[Stored data entries]
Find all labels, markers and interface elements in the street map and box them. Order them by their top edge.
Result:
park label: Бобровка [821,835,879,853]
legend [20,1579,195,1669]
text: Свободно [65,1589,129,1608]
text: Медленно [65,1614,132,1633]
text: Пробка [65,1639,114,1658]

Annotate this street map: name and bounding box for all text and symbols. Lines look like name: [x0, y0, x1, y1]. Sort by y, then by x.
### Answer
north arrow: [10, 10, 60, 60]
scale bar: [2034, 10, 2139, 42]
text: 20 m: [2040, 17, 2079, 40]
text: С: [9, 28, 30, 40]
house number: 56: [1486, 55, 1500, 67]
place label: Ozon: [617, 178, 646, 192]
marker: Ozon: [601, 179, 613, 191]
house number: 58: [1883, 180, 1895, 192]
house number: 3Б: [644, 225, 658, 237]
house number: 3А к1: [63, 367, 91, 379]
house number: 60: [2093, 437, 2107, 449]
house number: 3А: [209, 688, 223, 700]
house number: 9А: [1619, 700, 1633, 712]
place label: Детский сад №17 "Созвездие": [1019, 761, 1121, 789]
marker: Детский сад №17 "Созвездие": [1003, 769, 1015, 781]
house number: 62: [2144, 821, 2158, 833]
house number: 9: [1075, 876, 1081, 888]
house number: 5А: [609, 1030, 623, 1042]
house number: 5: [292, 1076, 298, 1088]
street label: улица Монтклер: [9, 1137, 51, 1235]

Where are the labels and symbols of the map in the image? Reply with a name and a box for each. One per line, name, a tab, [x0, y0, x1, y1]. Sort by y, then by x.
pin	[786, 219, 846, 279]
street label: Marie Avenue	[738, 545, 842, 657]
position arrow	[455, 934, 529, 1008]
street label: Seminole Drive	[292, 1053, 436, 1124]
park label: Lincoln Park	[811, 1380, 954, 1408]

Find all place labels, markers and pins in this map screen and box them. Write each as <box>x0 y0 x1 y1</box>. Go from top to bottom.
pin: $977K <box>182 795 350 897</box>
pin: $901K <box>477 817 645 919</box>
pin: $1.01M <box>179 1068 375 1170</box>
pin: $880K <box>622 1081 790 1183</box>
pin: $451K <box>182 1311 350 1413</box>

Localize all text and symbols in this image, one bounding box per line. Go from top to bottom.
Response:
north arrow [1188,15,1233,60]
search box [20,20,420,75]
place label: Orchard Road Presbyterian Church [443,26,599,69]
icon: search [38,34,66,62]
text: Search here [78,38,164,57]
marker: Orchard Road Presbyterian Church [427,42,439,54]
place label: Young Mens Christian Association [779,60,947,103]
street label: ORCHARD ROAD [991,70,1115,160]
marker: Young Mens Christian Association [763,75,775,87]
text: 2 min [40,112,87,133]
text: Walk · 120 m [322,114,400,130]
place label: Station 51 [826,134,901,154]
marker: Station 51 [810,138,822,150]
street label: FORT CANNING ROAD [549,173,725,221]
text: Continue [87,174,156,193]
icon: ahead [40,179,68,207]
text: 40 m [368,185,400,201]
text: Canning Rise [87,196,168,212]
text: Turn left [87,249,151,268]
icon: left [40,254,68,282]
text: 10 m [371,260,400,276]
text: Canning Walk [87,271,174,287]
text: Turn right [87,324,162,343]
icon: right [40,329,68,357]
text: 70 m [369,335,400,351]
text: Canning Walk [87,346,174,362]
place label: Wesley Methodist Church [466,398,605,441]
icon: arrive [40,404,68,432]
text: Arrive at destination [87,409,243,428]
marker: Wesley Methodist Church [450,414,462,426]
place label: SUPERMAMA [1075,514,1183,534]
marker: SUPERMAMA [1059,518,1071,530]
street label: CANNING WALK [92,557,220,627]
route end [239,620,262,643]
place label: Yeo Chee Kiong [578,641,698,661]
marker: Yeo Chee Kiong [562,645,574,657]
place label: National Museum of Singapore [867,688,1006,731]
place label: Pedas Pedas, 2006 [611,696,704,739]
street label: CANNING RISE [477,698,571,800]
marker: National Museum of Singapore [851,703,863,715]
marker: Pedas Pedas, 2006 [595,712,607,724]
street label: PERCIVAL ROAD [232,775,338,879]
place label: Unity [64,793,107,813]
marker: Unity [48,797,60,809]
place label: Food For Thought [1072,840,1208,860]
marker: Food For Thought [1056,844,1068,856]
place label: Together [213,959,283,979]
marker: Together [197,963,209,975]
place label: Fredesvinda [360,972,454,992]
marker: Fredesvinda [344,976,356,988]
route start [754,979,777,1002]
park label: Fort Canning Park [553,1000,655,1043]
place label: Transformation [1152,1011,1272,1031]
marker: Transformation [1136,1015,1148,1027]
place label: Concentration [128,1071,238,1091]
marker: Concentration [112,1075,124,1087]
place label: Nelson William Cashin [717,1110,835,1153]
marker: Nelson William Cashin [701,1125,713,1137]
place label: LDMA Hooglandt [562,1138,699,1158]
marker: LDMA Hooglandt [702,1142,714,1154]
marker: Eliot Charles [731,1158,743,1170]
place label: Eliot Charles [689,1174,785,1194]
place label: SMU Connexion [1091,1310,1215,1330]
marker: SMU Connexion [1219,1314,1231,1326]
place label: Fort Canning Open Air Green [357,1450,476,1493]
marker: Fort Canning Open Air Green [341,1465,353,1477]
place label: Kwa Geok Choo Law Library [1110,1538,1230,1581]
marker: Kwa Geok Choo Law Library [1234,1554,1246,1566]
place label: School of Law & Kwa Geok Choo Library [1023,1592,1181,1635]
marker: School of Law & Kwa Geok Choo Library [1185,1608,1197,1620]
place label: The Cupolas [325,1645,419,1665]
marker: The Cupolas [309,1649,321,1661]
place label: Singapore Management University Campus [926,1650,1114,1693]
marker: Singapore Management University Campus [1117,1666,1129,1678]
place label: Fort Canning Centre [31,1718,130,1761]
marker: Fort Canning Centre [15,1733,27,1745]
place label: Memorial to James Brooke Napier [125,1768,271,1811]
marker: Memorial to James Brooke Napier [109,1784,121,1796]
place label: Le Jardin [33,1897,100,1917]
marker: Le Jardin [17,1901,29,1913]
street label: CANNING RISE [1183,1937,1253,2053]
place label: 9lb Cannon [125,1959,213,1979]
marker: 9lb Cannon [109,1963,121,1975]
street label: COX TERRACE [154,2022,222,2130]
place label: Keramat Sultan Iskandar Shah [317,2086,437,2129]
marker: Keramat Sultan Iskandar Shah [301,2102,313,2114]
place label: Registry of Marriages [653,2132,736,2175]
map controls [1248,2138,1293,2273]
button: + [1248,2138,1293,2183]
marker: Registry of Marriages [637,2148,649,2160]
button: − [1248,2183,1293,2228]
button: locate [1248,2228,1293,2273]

▶ WORK TO BE COMPLETED: State how many lines in the entries above hold the word "Napier", with no further text.

▶ EXERCISE OUTPUT: 2